═══ RECORDS SUPPLIED ═══
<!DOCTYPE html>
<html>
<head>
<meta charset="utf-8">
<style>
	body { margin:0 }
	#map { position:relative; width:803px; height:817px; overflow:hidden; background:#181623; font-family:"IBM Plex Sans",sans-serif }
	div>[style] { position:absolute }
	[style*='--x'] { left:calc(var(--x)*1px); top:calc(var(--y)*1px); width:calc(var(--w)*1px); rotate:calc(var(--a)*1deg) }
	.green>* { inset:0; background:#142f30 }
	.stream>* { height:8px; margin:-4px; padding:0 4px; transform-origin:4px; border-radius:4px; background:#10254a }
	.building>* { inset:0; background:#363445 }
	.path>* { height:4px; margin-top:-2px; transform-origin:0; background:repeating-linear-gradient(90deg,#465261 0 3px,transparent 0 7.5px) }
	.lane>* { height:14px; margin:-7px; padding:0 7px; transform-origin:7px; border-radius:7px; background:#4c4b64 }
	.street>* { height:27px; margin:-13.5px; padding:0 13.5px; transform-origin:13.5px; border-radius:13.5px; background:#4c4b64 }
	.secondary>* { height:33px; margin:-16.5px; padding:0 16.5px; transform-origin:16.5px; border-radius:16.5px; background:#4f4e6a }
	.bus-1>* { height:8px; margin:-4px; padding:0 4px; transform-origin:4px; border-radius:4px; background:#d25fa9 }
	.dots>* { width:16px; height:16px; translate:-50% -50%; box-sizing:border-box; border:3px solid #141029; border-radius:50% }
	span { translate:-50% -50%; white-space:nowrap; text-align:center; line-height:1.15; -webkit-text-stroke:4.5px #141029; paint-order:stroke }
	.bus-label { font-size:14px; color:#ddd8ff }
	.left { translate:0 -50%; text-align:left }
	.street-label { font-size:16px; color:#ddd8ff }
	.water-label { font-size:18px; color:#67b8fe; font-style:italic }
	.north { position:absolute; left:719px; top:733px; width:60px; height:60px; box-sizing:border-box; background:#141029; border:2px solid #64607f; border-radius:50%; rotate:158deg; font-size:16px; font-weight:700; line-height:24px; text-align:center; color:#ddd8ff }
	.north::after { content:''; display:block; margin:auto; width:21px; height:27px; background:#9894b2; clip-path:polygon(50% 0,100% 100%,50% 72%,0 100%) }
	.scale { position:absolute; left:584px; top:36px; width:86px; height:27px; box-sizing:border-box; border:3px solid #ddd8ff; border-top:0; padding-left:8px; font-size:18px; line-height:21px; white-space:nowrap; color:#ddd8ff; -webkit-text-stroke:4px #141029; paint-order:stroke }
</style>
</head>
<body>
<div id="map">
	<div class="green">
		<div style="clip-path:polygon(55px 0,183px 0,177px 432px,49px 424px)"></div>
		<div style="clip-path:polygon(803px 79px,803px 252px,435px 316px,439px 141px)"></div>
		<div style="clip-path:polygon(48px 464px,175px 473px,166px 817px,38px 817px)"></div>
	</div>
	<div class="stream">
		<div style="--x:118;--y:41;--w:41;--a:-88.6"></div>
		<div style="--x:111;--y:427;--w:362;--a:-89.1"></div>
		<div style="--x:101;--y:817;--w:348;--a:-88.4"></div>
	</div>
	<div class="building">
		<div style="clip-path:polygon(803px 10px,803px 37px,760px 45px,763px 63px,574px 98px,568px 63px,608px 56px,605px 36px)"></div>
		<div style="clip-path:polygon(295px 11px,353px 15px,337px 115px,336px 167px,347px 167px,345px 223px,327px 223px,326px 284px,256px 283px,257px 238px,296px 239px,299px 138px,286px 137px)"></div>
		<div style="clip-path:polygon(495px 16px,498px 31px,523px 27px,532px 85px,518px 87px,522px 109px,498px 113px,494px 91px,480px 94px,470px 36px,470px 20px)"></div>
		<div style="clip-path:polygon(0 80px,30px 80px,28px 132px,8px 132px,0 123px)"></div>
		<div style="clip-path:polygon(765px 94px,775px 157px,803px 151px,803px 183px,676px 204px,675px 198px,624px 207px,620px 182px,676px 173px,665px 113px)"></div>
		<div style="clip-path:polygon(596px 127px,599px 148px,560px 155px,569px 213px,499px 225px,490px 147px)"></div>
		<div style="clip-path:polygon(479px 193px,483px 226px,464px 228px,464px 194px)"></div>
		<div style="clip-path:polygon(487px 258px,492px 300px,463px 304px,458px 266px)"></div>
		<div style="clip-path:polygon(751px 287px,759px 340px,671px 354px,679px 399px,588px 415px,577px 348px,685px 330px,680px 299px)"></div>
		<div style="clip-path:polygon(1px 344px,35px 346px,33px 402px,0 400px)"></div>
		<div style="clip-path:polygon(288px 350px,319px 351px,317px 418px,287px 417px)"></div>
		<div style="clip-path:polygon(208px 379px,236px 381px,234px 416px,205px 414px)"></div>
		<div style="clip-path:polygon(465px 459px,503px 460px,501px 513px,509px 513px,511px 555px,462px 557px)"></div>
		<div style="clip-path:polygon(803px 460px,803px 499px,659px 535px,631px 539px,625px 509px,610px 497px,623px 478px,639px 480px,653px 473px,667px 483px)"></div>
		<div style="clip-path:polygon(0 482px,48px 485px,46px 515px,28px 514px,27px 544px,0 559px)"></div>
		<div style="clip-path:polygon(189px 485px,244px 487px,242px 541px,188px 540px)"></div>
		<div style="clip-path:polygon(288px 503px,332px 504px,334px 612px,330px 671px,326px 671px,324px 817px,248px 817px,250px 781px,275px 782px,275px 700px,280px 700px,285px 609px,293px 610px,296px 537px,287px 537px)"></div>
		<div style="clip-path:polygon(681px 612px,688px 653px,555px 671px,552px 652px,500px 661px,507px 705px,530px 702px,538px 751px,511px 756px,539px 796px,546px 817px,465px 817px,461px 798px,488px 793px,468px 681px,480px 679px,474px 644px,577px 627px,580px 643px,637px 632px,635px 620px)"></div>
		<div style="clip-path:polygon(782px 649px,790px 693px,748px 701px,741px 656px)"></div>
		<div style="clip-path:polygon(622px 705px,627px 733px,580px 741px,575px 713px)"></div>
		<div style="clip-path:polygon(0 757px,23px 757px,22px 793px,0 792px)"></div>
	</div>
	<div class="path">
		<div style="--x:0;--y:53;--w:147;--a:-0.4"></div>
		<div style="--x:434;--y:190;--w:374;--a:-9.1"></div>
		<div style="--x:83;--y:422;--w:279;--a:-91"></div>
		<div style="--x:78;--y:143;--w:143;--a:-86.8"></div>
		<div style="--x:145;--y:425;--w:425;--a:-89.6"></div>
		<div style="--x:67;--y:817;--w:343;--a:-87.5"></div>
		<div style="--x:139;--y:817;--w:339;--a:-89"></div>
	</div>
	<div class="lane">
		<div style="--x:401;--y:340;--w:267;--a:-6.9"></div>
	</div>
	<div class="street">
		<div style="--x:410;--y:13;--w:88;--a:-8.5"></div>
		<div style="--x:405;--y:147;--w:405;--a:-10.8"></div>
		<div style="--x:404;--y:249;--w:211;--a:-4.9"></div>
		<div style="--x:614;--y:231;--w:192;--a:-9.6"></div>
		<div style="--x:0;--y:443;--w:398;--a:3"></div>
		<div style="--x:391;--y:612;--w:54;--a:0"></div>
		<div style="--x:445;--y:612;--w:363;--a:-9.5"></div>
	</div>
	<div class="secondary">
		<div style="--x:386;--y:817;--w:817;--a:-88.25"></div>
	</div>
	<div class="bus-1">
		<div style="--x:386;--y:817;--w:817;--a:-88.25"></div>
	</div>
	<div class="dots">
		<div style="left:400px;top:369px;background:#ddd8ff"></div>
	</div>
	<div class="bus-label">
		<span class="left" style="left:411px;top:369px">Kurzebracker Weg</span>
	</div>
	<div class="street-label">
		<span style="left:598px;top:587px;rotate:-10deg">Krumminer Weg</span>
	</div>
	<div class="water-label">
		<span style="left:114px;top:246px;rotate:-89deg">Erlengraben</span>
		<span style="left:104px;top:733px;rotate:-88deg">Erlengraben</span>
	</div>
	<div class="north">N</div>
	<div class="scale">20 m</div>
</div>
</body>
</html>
═══
(WORK ITEM):
Read through the data above. Report each line that has the word "translate".

(EXPECTED ANSWER):
	.dots>* { width:16px; height:16px; translate:-50% -50%; box-sizing:border-box; border:3px solid #141029; border-radius:50% }
	span { translate:-50% -50%; white-space:nowrap; text-align:center; line-height:1.15; -webkit-text-stroke:4.5px #141029; paint-order:stroke }
	.left { translate:0 -50%; text-align:left }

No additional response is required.